**Listed records:**
+ + + + + + +
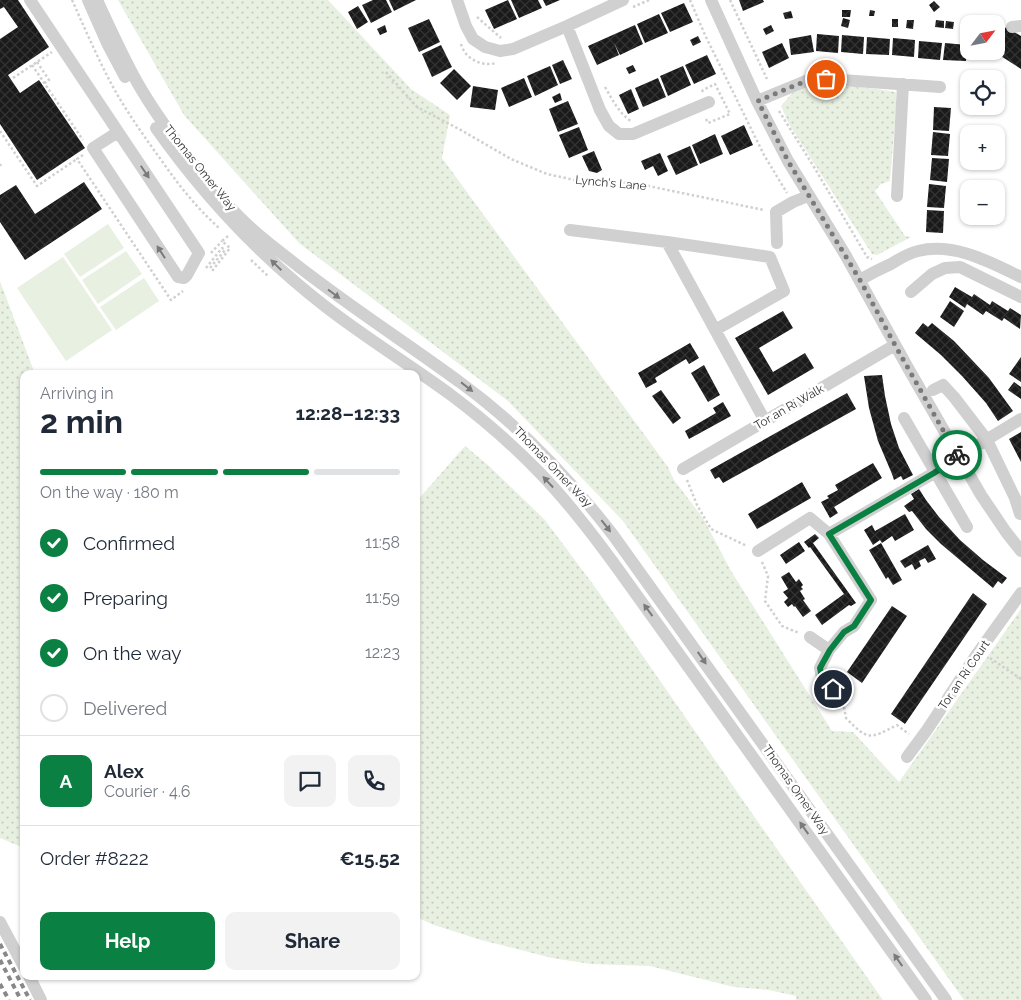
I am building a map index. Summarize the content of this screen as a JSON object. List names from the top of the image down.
{
  "streets": {
    "street": ["Thomas Omer Way", "Tor an Rí Walk", "Tor an Rí Court"],
    "path": ["Lynch's Lane"]
  },
  "north": "top right",
  "page": {
    "map_buttons": ["+", "−"],
    "heading": ["2 min", "Arriving in", "12:28–12:33"],
    "panel": [
      "Alex",
      "Courier · 4.6",
      "Order #8222",
      "€15.52"
    ],
    "bar": "On the way · 180 m",
    "list": [
      ["Confirmed", "11:58"],
      ["Preparing", "11:59"],
      ["On the way", "12:23"],
      "Delivered"
    ],
    "round": "A",
    "buttons": ["Help", "Share"]
  }
}
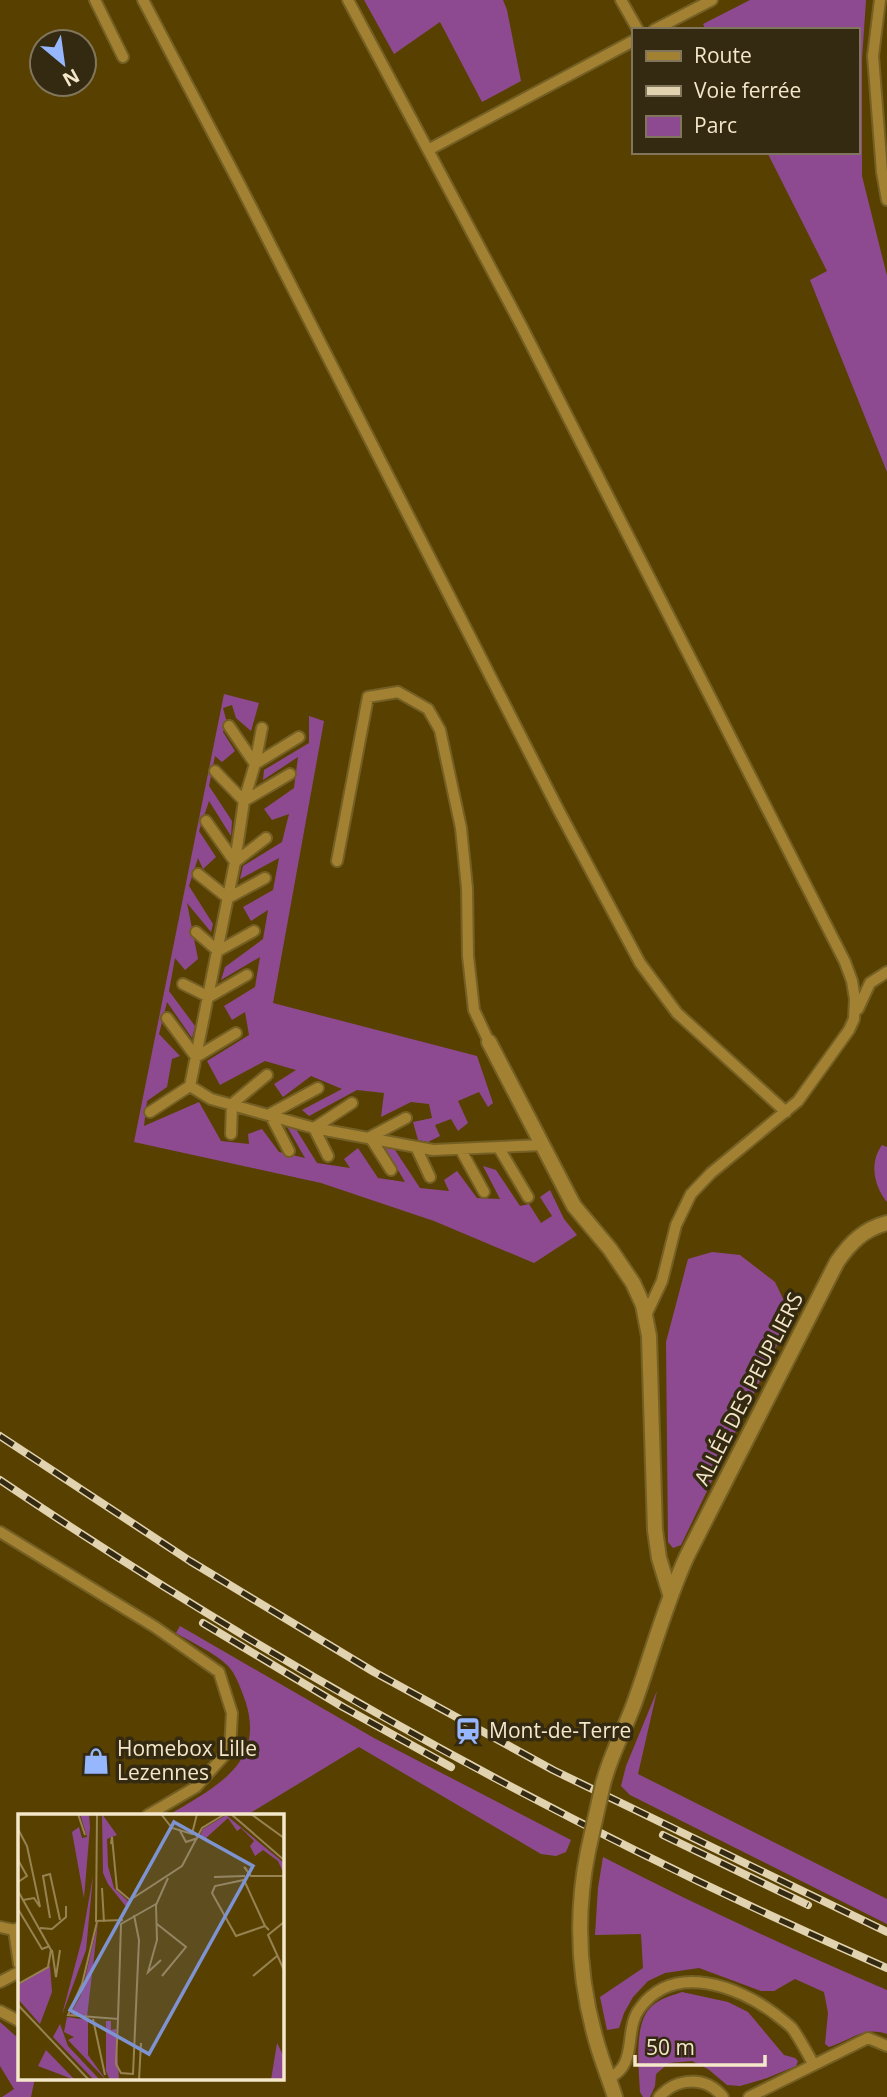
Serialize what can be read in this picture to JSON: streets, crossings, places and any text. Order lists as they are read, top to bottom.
{
  "streets": {
    "street": ["ALLÉE DES PEUPLIERS"]
  },
  "places": {
    "station": ["Mont-de-Terre"],
    "shop": ["Homebox Lille Lezennes"]
  },
  "legend": ["Route", "Voie ferrée", "Parc"],
  "scale_bar": "50 m",
  "north": "bottom right"
}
+ + + + + + +
**What is being asked:** The data above should be repeated in full and exactly, with no pictures carried over.

**Written response:**
I am building a map index. Summarize the content of this screen as a JSON object. List names from the top of the image down.
{
  "streets": {
    "street": ["Thomas Omer Way", "Tor an Rí Walk", "Tor an Rí Court"],
    "path": ["Lynch's Lane"]
  },
  "north": "top right",
  "page": {
    "map_buttons": ["+", "−"],
    "heading": ["2 min", "Arriving in", "12:28–12:33"],
    "panel": [
      "Alex",
      "Courier · 4.6",
      "Order #8222",
      "€15.52"
    ],
    "bar": "On the way · 180 m",
    "list": [
      ["Confirmed", "11:58"],
      ["Preparing", "11:59"],
      ["On the way", "12:23"],
      "Delivered"
    ],
    "round": "A",
    "buttons": ["Help", "Share"]
  }
}
Serialize what can be read in this picture to JSON: streets, crossings, places and any text. Order lists as they are read, top to bottom.
{
  "streets": {
    "street": ["ALLÉE DES PEUPLIERS"]
  },
  "places": {
    "station": ["Mont-de-Terre"],
    "shop": ["Homebox Lille Lezennes"]
  },
  "legend": ["Route", "Voie ferrée", "Parc"],
  "scale_bar": "50 m",
  "north": "bottom right"
}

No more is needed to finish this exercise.